The words hung between the two women for a moment before the bartender started laughing and shaking her head. Bar owner and regular customer, they had been friends after a fashion, so Jill offered a hand that Renee gladly shook. The lines had always blurred at Molly's because of the nature of the establishment, the town and the reason they all came to drink-- to not be alone yes, but more importantly, to not be the different one for a change. Gotham was a big city indeed, but what had she told Sawyer? It wasn't San Francisco, it wasn't Metropolis and it sure as shit wasn't Paradise Island (wherever that was these days)-- and places like Molly's were little islands where the only passport needed was knowing where it was and why it was here.

"Damned if you're not, Montoya," Jill agreed, opening a bottle of Lit and sitting it squarely in front of her. Lit had been her brand back in the day before she had begun using it as a different sort of passport-- one out of the hell that she had made of her own life. "Beer's on the house for your first night back, but if you want the harder stuff, you're gonna have to pony up."

She considered pushing the beer back. Jill wouldn't care one way or the other and would serve her a bottle of Soder or water just as happily-- maybe even more so-- than the beer. Justified keeping it as strategy for down the road. She had plans for her time in Gotham and an image as a reformed teetotaler wouldn't do. "Thanks," she said, the bottle fitting into her hand as effortlessly as if it had never left. "What makes you think it's my first night back?"

"You're here, aren't you?" The bar owner snickered and busied herself picking up the detritus beside Renee left from the previous patron. Then, noticing the two women glancing in their direction with poorly concealed interest, she drew two more beers off the tap before sauntering down to the other end of the bar and no doubt began spreading the news of the ex-cop's return.

Renee absorbed and dismissed their looks, taking the opportunity instead to study surroundings that were still familiar despite the patina of newness covering everything. Tasteful prints had replaced the tacked up posters of Chrissie Hyde, Patti Smith and other rock goddesses whose music had been equally replaced over the sound system. Some underage-sounding soprano now warbled about boys and girls and why-oh-why did she have to choose? Or some such nonsense to Renee's uncomprehending ears. She had stopped paying attention to music right around the time she had heard her first police scanner-- calls for 10-20s, 100s, and 187s were far more harmonic to her than any track the Wilson sisters ever laid down. The seats of the few booths scattered around the back wall of the bar had been recovered in faux leather with a tastefulness matching the prints on the wall. The pool tables had been relocated to the bar leaving the space nearest the booths as a dance floor and a small stage, she guessed, looking at the single amp and guitar situated near a stool against the wall. The overall message was that the queers in Gotham were moving up, and apparently so were their bars. She was just assuming the gentrification didn't just extend to Molly's but she wasn't about to crash Malone's to find out. She had been there once on an MCU raid based off a sighting of the Joker, which turned out to be the result of too much Special K in one patron's diet. The entire raid, however, was made worthwhile just to watch Cris' reaction upon seeing his first man in assless chaps.

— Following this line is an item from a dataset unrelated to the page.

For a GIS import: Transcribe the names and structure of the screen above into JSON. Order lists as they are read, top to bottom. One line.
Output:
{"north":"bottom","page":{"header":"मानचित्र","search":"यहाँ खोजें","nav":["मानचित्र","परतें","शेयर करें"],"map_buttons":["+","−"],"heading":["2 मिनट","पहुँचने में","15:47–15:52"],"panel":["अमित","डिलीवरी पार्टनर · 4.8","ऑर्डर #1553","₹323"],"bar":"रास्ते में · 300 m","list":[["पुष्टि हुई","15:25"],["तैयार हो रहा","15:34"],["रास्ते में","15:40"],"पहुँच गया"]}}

She took a long swig of the beer, shivering more from the memory of her dead partner than at any semblance of coolness in the muggy heat of the bar. Some things about Molly's, she realized as the sluggish air from the ceiling fans overhead brushed against her skin, hadn't been upgraded-- the air conditioning was one of them. Maybe, she mused looking behind the bar at the two stainless steel coolers still shiny with new, those were supposed to be the remedy for the heat. "Place looks good, Jill," she remarked as the bartender strolled back to her position front and center.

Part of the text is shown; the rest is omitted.